• Prompt
Would you work out how many lines below include the word "interface"? Only that number is wanted.

• Data section
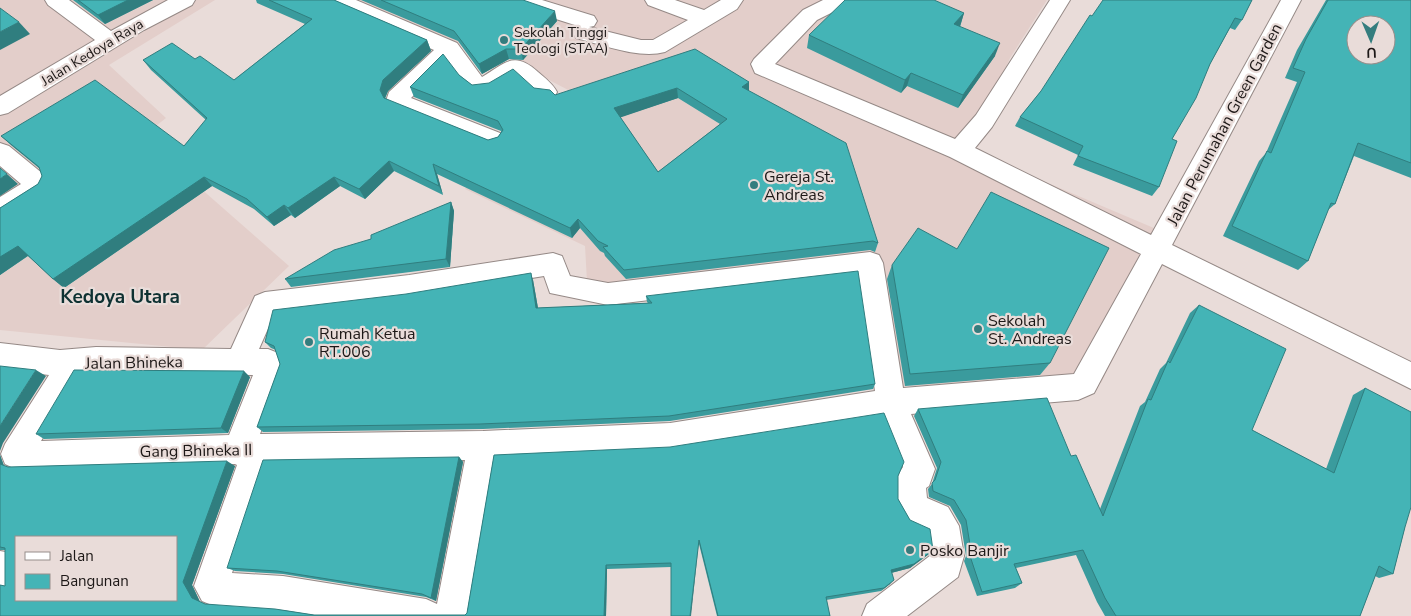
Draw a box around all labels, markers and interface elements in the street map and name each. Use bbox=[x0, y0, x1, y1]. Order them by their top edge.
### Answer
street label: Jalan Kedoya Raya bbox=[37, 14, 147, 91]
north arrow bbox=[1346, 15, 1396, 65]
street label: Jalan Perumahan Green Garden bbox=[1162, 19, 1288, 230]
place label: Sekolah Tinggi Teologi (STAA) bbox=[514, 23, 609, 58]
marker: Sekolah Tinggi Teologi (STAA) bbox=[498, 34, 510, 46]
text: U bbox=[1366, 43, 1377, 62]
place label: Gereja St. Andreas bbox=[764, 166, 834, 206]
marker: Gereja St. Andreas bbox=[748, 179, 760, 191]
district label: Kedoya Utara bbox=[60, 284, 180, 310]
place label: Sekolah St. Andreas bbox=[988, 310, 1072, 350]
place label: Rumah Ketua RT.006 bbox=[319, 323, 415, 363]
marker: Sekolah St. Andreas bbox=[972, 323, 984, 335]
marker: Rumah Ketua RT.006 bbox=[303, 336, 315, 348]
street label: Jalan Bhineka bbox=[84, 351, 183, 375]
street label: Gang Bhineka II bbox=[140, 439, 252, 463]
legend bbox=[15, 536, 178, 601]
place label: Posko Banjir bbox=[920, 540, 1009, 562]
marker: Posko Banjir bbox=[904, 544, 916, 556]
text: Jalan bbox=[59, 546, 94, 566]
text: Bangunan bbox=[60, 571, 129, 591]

==

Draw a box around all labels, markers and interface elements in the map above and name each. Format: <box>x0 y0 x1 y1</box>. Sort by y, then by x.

---

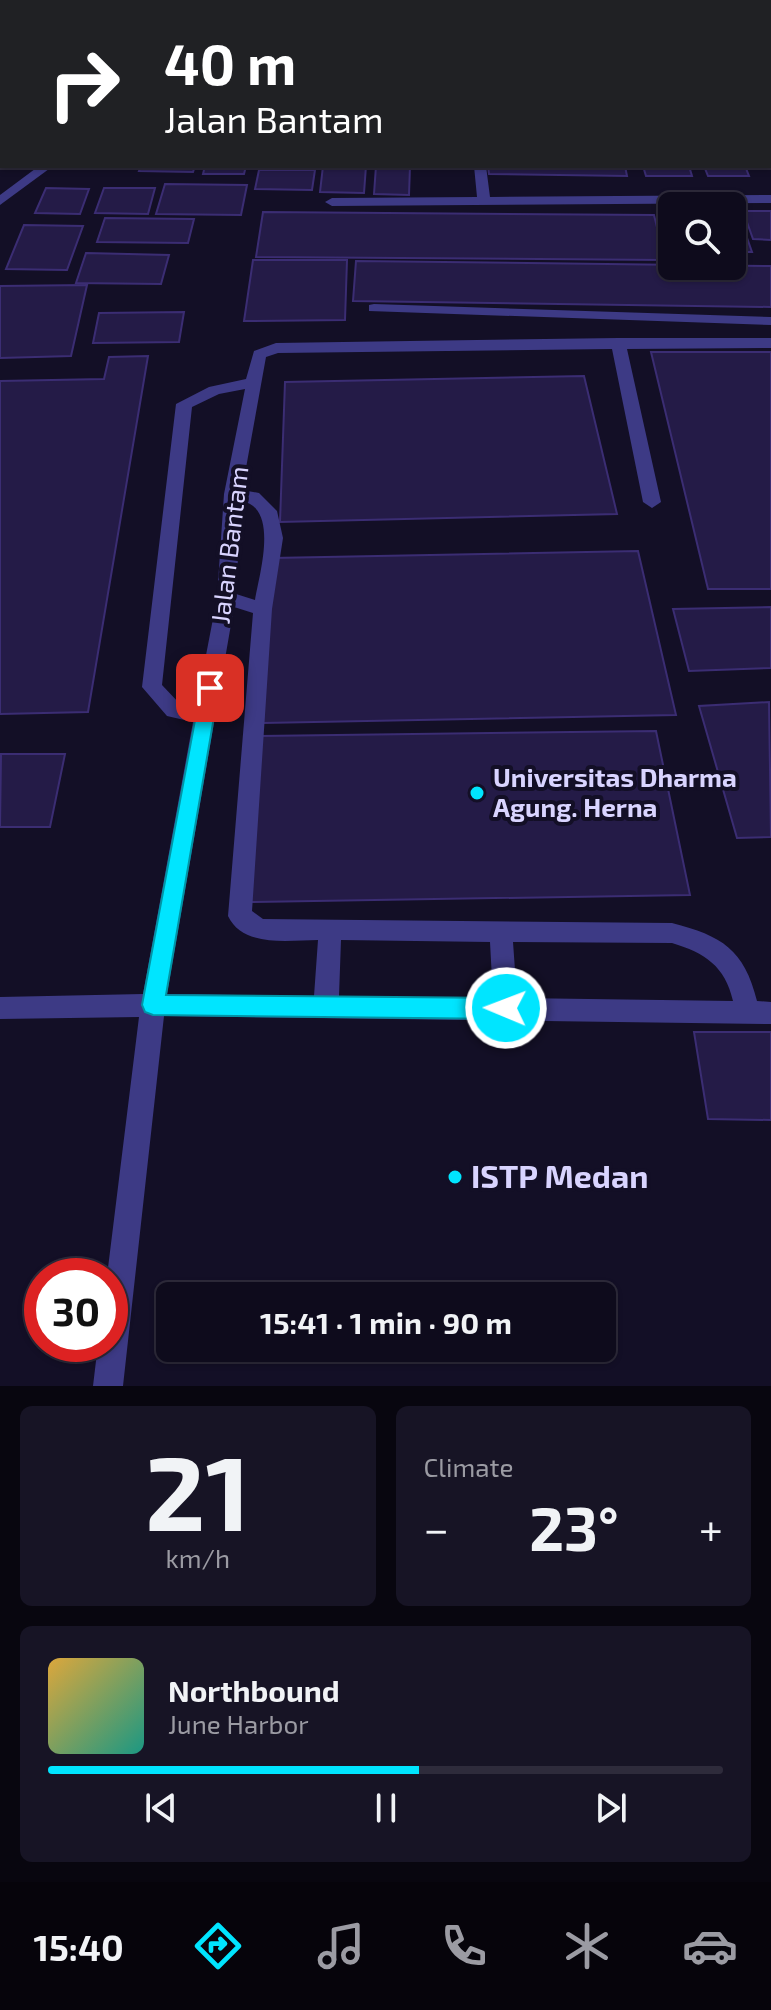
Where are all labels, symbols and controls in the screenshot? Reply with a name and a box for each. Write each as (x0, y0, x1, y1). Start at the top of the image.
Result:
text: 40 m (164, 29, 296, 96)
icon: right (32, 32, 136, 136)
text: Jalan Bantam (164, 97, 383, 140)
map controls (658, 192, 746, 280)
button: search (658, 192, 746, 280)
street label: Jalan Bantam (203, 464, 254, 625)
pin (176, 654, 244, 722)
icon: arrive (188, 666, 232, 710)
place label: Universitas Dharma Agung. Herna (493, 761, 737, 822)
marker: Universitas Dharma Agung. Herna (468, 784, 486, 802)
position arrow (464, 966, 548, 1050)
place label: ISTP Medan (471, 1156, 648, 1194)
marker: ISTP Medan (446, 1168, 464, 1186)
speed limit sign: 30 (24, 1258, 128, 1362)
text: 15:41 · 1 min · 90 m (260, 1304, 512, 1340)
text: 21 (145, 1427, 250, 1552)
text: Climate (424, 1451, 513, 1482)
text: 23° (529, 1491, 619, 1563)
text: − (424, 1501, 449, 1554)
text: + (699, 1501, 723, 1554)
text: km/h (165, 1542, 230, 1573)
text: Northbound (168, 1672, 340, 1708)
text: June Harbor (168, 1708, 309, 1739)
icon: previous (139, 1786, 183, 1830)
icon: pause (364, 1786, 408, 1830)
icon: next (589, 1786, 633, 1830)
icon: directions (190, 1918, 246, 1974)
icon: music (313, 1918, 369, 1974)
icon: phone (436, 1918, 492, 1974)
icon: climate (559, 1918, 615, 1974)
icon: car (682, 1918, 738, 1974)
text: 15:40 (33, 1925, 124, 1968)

• Completed task
2